_WORK INSTRUCTION_
Exactly the lines from the start of the data through the line containing "const poly = rows" should be output, with both ends kept and nothing added.

BEGIN DATA EXTRACTS

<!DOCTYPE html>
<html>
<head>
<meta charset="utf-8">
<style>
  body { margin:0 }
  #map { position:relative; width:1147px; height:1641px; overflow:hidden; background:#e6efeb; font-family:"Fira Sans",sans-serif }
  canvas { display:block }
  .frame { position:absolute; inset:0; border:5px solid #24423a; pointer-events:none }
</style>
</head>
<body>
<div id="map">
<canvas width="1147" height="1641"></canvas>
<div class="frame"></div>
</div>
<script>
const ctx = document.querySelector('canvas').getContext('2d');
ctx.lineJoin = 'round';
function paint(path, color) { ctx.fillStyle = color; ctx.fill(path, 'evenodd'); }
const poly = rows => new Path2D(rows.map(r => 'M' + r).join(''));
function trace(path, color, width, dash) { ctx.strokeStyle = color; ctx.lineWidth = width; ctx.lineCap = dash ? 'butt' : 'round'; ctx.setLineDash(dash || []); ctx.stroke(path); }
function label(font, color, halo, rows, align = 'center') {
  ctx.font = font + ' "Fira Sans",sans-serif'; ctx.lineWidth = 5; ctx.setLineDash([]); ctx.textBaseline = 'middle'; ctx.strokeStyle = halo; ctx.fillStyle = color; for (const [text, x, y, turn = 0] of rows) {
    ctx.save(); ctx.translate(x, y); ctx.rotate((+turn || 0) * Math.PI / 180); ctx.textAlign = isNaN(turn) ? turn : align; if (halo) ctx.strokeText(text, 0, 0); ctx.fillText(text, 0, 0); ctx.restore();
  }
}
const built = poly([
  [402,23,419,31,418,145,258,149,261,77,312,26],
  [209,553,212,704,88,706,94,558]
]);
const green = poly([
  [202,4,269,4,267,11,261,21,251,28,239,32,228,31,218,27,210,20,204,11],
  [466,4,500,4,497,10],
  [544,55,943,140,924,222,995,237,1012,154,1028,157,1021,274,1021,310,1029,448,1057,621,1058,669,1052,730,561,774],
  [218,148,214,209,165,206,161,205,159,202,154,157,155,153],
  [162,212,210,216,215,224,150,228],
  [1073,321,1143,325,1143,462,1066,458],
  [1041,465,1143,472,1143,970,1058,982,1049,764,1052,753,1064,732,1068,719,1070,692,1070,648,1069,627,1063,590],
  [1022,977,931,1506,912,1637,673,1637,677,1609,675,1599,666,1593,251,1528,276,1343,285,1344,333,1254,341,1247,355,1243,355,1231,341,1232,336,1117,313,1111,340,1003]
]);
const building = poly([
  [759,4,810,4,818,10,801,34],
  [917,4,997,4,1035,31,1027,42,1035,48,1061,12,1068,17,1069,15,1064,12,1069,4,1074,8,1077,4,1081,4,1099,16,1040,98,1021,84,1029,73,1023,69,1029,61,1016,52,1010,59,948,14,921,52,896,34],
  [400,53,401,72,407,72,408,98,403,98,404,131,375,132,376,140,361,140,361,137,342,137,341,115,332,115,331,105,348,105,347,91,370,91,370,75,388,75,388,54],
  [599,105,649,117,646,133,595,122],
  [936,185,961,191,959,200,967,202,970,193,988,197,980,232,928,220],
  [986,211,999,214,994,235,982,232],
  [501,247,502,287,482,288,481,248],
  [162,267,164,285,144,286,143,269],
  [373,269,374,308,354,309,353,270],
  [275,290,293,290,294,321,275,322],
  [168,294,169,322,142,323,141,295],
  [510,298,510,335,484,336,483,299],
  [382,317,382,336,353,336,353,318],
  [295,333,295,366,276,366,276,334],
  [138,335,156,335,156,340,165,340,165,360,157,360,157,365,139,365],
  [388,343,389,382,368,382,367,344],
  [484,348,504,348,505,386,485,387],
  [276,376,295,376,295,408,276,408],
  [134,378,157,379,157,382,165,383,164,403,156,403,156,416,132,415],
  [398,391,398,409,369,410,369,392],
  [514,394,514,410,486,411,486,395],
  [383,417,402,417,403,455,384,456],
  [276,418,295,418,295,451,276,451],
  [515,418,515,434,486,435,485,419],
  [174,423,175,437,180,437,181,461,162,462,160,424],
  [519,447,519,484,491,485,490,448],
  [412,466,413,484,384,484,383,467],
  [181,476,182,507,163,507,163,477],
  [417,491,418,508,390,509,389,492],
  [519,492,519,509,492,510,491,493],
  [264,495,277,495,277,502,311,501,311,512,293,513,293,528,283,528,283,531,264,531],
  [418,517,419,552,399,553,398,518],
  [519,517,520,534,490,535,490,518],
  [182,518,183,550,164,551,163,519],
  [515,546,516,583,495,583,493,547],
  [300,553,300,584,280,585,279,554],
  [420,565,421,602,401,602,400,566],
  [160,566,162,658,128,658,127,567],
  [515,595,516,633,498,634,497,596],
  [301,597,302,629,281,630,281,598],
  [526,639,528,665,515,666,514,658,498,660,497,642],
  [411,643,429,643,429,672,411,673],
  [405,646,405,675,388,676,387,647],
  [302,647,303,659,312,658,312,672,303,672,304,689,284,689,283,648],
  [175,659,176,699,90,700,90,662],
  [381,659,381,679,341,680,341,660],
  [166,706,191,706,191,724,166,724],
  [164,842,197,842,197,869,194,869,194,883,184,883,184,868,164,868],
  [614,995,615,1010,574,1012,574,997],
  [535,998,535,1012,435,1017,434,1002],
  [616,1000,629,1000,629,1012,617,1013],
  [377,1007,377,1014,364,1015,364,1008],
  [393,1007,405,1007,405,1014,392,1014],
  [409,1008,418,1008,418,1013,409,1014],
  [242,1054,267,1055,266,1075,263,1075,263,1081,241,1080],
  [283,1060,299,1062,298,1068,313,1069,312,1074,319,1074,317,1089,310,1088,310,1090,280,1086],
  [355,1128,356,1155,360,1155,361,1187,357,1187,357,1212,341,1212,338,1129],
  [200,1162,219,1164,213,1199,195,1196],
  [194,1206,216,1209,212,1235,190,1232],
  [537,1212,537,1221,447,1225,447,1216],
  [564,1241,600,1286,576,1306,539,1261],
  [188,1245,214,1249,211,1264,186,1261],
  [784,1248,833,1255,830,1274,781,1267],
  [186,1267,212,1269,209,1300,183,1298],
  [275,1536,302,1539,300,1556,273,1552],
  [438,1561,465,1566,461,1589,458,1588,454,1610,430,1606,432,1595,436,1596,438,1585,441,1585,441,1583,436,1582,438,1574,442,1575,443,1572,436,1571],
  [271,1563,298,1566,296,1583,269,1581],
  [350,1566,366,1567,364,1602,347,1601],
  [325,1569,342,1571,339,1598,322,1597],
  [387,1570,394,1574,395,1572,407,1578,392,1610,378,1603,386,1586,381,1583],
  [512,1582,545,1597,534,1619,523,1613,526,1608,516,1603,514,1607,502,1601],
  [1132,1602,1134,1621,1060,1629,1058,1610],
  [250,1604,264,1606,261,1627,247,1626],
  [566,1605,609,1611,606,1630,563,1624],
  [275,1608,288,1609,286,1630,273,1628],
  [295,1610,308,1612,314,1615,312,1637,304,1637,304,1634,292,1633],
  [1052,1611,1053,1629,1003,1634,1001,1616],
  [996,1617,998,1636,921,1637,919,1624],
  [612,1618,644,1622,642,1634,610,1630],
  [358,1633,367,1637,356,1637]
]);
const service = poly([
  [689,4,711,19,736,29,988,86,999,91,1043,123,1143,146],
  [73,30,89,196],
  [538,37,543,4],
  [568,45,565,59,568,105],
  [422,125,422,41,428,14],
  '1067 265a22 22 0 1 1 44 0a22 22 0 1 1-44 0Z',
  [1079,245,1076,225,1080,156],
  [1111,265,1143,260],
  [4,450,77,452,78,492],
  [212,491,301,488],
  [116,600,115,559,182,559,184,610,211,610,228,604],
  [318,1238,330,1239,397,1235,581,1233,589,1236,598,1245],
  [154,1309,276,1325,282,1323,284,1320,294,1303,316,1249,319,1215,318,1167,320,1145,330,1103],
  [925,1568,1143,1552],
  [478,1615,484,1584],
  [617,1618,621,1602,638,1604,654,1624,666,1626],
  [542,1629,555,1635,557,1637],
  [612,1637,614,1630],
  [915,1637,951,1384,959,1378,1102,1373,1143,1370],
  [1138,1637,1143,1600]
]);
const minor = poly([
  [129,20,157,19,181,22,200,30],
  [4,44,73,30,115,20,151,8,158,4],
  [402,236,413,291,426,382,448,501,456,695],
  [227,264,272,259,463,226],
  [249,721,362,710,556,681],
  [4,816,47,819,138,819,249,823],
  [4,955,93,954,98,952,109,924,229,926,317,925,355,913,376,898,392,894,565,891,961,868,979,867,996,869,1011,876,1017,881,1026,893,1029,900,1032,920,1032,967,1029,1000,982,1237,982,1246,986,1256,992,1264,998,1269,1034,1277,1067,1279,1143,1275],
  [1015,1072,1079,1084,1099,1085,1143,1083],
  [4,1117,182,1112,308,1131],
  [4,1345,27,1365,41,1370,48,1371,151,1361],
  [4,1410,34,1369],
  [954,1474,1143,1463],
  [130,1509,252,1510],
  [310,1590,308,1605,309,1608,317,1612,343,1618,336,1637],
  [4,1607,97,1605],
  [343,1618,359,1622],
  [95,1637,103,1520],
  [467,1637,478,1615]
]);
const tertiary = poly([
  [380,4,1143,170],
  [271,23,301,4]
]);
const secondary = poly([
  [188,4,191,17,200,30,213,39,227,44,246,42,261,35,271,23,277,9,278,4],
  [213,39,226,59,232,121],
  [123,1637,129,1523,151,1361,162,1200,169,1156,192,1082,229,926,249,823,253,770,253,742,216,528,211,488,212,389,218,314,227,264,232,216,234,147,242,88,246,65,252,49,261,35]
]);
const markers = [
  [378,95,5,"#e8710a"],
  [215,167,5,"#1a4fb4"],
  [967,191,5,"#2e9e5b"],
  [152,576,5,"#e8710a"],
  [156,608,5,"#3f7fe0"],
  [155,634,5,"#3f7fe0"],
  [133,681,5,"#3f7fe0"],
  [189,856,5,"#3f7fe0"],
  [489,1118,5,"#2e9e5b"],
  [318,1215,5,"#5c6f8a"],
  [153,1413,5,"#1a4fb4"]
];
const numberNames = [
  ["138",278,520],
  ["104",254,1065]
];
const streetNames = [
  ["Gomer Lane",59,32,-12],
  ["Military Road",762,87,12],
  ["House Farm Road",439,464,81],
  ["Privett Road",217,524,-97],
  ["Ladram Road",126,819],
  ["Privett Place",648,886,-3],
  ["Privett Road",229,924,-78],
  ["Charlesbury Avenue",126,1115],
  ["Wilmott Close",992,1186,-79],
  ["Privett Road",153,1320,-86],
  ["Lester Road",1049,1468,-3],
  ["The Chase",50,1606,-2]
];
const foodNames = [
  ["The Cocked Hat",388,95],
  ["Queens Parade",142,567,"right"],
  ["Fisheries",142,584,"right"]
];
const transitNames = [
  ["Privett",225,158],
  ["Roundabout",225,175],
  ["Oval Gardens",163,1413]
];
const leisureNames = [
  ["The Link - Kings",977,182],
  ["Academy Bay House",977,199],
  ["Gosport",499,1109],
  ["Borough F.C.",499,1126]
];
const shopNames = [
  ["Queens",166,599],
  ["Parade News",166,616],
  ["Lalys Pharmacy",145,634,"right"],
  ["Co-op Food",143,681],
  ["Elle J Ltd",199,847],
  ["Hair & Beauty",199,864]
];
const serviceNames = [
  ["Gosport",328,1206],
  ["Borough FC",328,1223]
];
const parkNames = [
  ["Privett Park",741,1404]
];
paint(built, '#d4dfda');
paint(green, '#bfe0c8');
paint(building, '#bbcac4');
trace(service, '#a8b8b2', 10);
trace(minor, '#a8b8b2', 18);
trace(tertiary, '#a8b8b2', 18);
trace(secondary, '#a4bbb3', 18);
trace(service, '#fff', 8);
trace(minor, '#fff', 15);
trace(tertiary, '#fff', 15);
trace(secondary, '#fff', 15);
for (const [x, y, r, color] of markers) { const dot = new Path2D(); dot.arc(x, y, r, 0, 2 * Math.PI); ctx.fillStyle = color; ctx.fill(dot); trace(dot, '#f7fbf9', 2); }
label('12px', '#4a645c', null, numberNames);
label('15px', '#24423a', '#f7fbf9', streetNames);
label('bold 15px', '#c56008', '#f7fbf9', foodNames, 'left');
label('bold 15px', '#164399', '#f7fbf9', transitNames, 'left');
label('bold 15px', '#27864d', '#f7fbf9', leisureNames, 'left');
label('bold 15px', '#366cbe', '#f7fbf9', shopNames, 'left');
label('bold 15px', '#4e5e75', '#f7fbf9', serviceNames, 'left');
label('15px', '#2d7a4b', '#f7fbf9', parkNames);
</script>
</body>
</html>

END DATA EXTRACTS

_WRITTEN ANSWER_
<!DOCTYPE html>
<html>
<head>
<meta charset="utf-8">
<style>
  body { margin:0 }
  #map { position:relative; width:1147px; height:1641px; overflow:hidden; background:#e6efeb; font-family:"Fira Sans",sans-serif }
  canvas { display:block }
  .frame { position:absolute; inset:0; border:5px solid #24423a; pointer-events:none }
</style>
</head>
<body>
<div id="map">
<canvas width="1147" height="1641"></canvas>
<div class="frame"></div>
</div>
<script>
const ctx = document.querySelector('canvas').getContext('2d');
ctx.lineJoin = 'round';
function paint(path, color) { ctx.fillStyle = color; ctx.fill(path, 'evenodd'); }
const poly = rows => new Path2D(rows.map(r => 'M' + r).join(''));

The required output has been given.